The index-raising and lowering operators associated to the Euclidean metric in $\Reals^{n}$ map vector fields to differential one-forms (associating, e.g., $P\, \Vec{i} + Q\, \Vec{j}$ and $P\, dx + Q\, dy$). This identification allows one to pass between vector and differential form versions of Stokes's theorem in the plane. A one-form, however, is a suitable integrand only on a curve.

To pass between vector and differential form versions of Stokes's theorem on a surface in $\Reals^{3}$, one identifies $$ \Vec{i} \leftrightarrow dy \wedge dz,\qquad \Vec{j} \leftrightarrow dz \wedge dx,\qquad \Vec{k} \leftrightarrow dx \wedge dy. $$ In fancy language, this is index-lowering followed by the Hodge star-operator.

Answer 2

I'd like to say firstly that I have not seen or thought of this concept before, and the definition I provide here does have its flaws. I am posting this not as a definitive answer, but as a foundation for someone who might like to develop this further.
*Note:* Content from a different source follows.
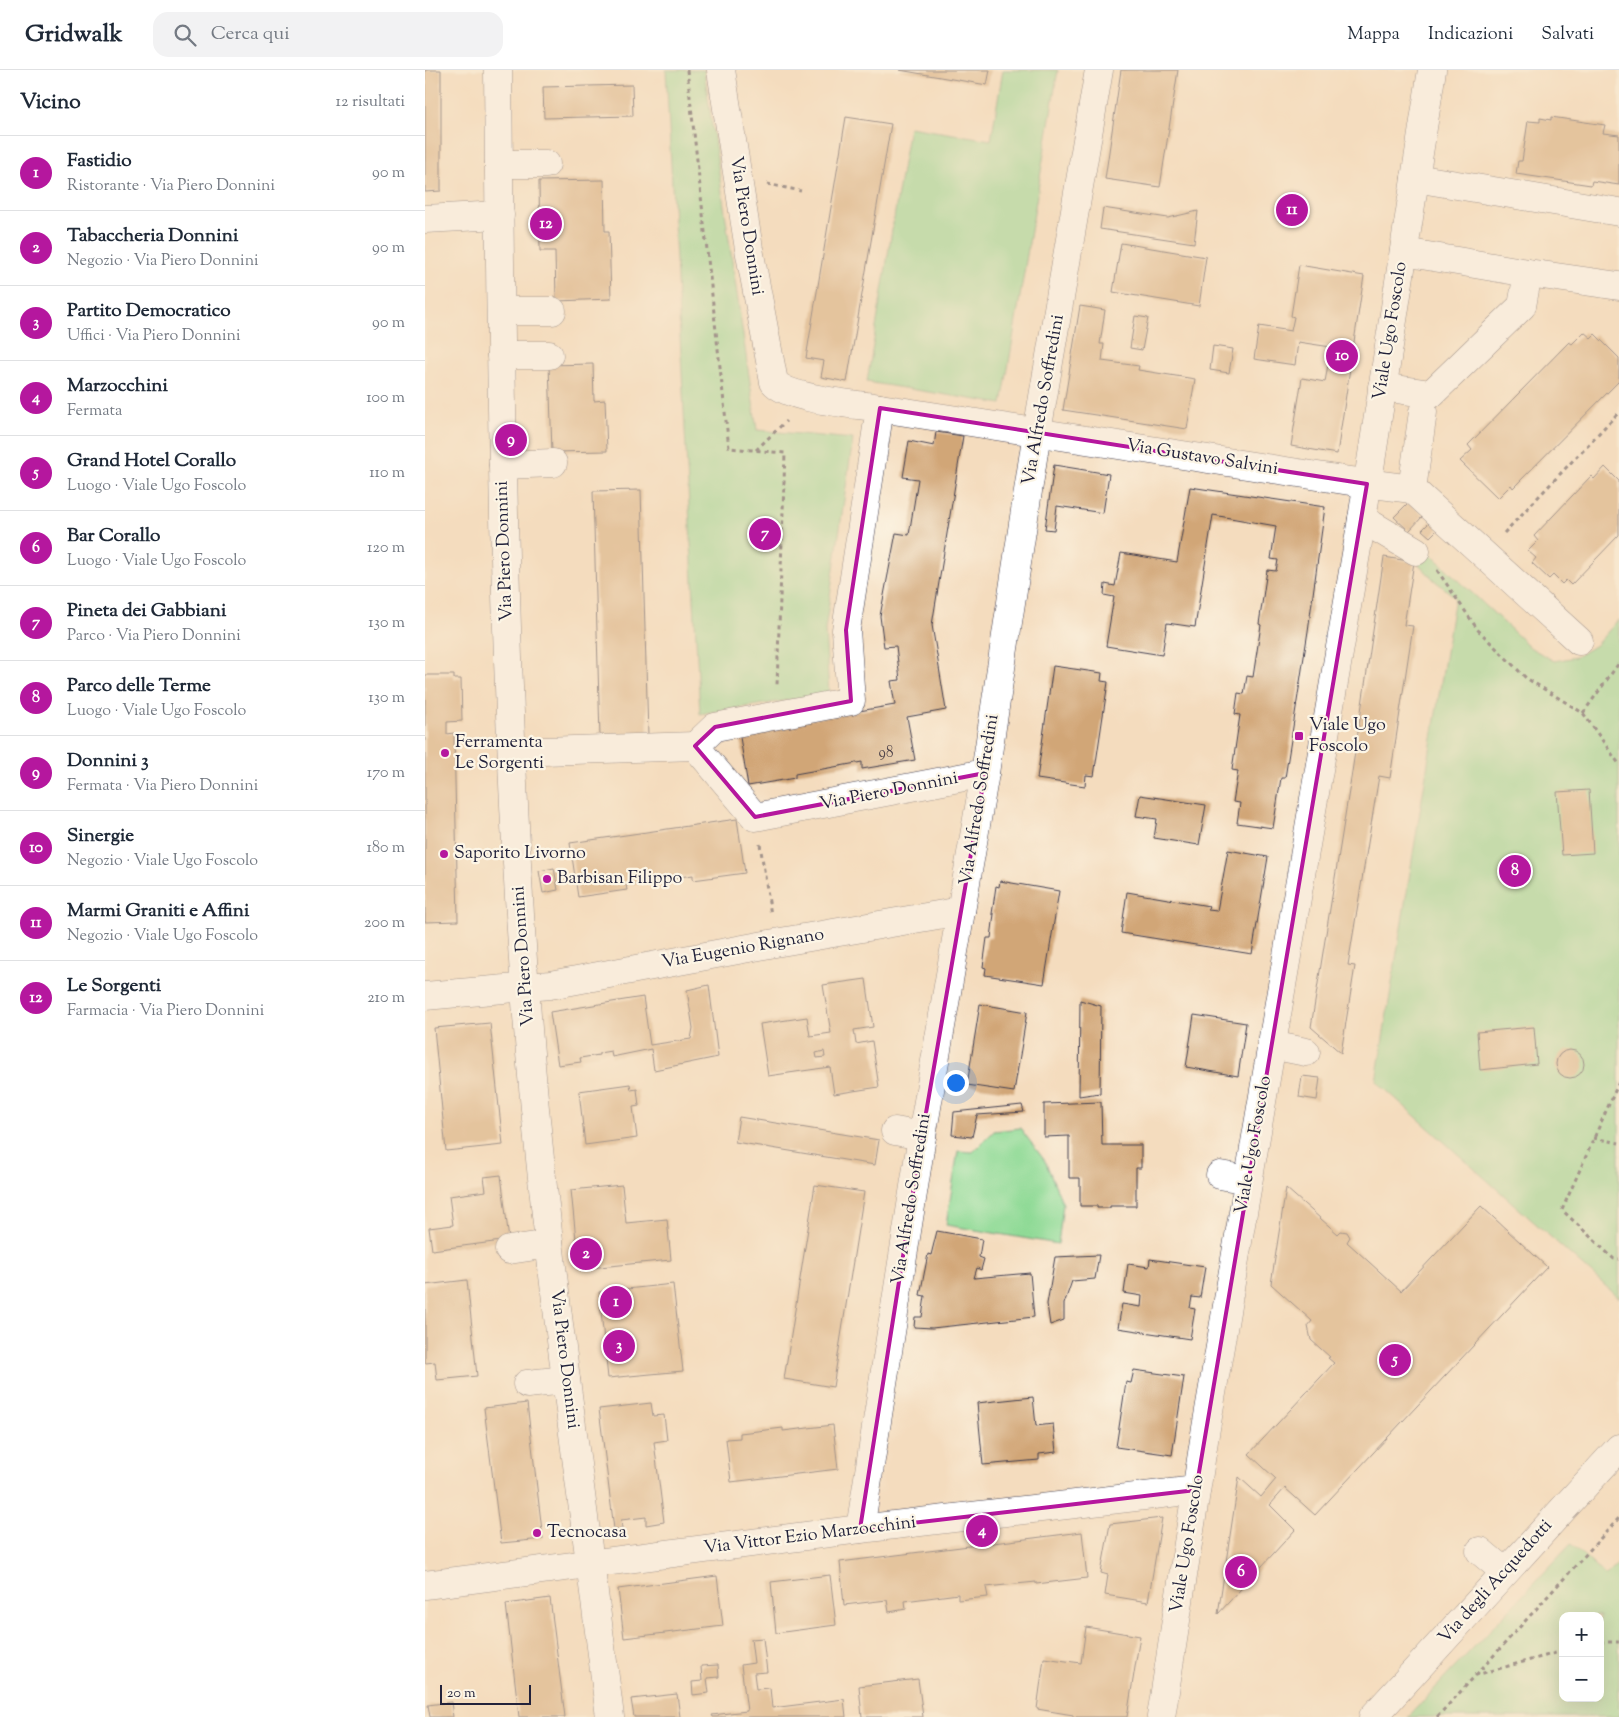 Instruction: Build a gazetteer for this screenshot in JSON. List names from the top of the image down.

Given a parametrized surface $T:(s,t)\mapsto(x(s,t),y(s,t),z(s,t))$, there is not a unique tangent vector $\mathbf v$ on the surface, unlike the uniqueness of a unit normal vector up to orientation.
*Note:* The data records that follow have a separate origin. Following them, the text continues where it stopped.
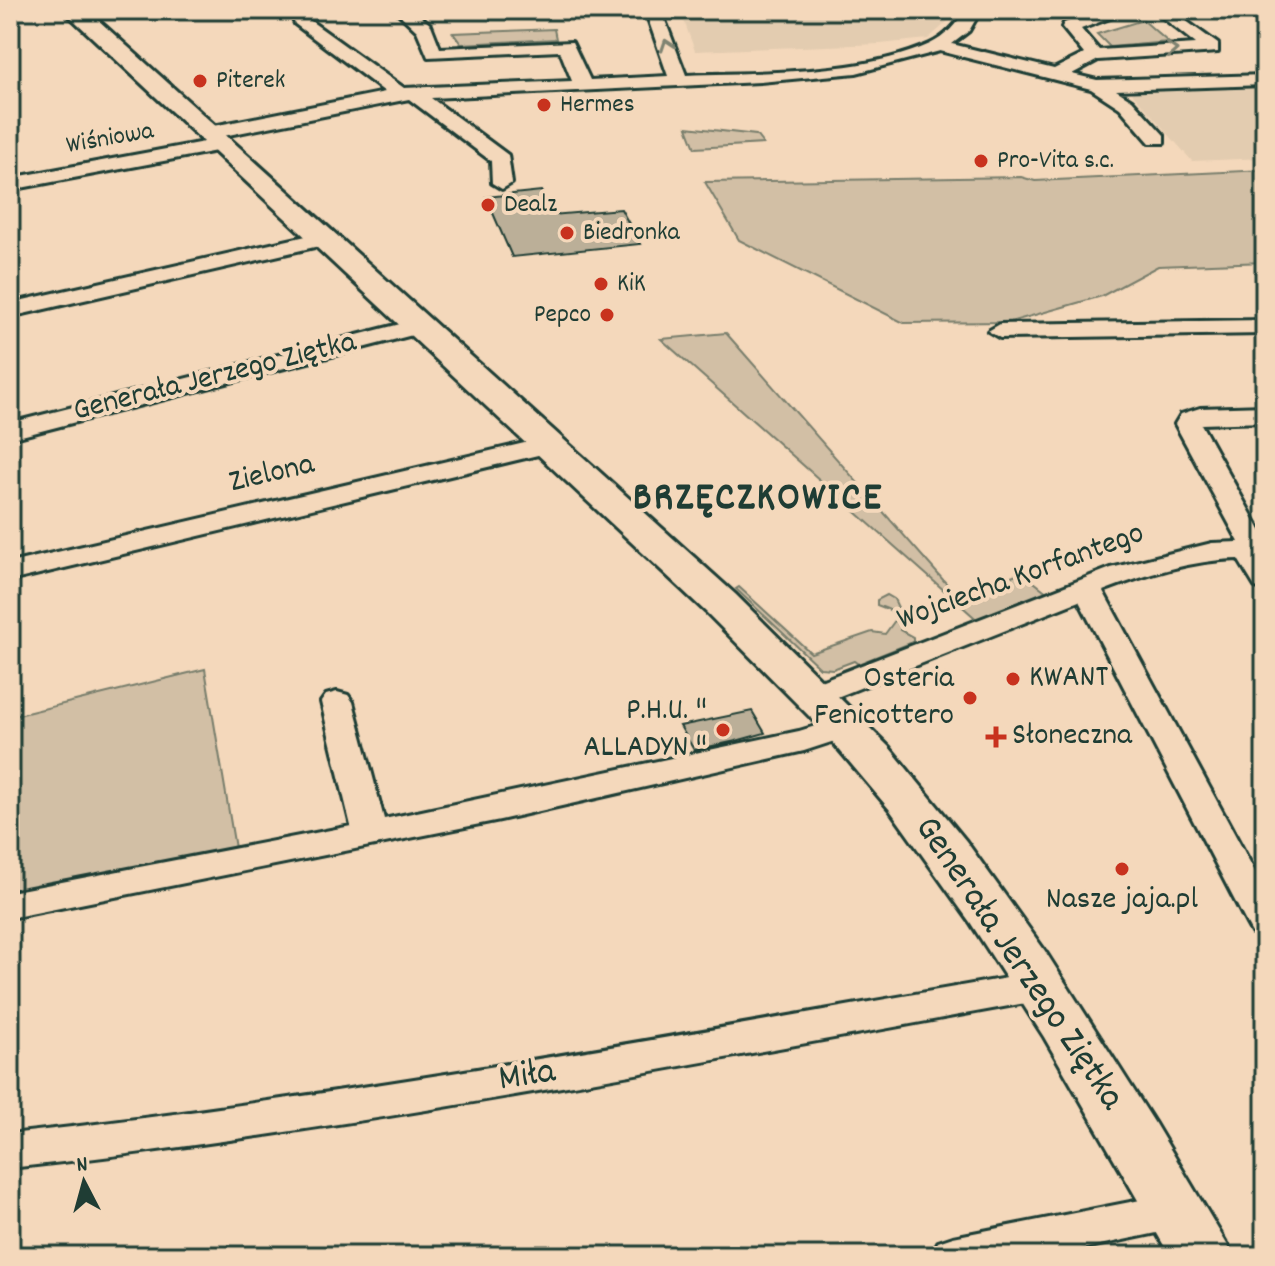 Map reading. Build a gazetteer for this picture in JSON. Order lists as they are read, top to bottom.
{
  "streets": {
    "main road": ["Generała Jerzego Ziętka"],
    "street": [
      "Wiśniowa",
      "Zielona",
      "Wojciecha Korfantego",
      "Miła"
    ]
  },
  "crossings": [
    ["Wiśniowa", "Generała Jerzego Ziętka"],
    ["Generała Jerzego Ziętka", "Zielona"],
    ["Generała Jerzego Ziętka", "Wojciecha Korfantego"],
    ["Generała Jerzego Ziętka", "Miła"]
  ],
  "districts": ["BRZĘCZKOWICE"],
  "places": {
    "other": [
      "Piterek",
      "Hermes",
      "Pro-Vita s.c.",
      "Dealz",
      "Biedronka",
      "KiK",
      "Pepco",
      "KWANT",
      "Osteria Fenicottero",
      "P.H.U. \" ALLADYN \"",
      "Nasze jaja.pl"
    ],
    "health": ["Słoneczna"]
  },
  "north": "top"
} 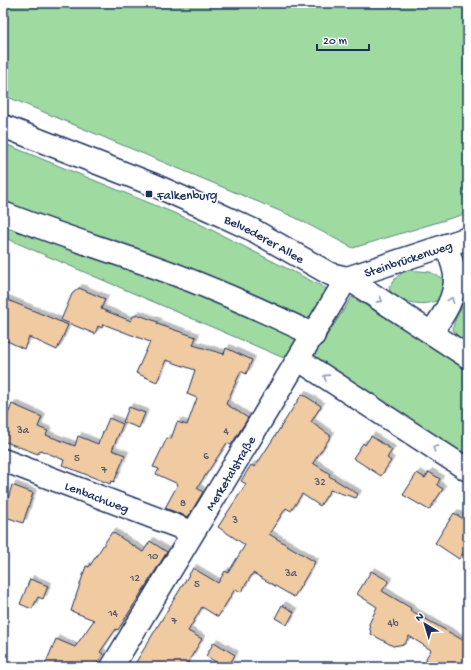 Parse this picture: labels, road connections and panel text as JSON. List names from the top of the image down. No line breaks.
{"streets":{"street":["Belvederer Allee","Steinbrückenweg","Merketalstraße","Lenbachweg"]},"crossings":[["Belvederer Allee","Steinbrückenweg"],["Belvederer Allee","Merketalstraße"],["Steinbrückenweg","Merketalstraße"],["Merketalstraße","Lenbachweg"]],"places":{"transit":["Falkenburg"]},"house_numbers":["3a","4","6","5","7","32","8","3","10","3a","12","5","14","7","4b"],"scale_bar":"20 m","north":"top left"}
Let's say the surface is defined by $T(s,t) = (x(s,t), y(s,t), z(s,t))$. Then, $$ DT(s,t) = \begin{pmatrix} \frac{\partial x}{\partial s}(s,t) & \frac{\partial x}{\partial t}(s,t) \\ \frac{\partial y}{\partial s}(s,t) & \frac{\partial y}{\partial t}(s,t) \\ \frac{\partial z}{\partial s}(s,t) & \frac{\partial z}{\partial t}(s,t) \end{pmatrix} = \begin{pmatrix} \vert&\vert \\ T_s(s,t) & T_t(s,t) \\ \vert& \vert \end{pmatrix}. $$ The vectors $T_s(s,t),T_t(s,t)$ form a basis $B$ for the tangent plane to $T$ at the point $(x(s,t),y(s,t),z(s,t)).$ For a vector $\mathbf v_B$ in the span of $B$, we can express it in terms of the standard basis via $\mathbf v_\text{standard basis} = DT(s,t)\mathbf v_B.$

One way to define this integral, $I_{\mathbf v_B}$, is to pick a unit tangent vector $\mathbf v_B = (c_1,c_2)$ of two components $c_1$ and $c_2$ that we are going to agree to fix in order to specify a set combination of the vectors $T_s$ and $T_t$ (which do not change with respect to each other), and integrate $\mathbf F\cdot DT(s,t)\mathbf v_B$ with respect to $\mathrm d(s,t)$.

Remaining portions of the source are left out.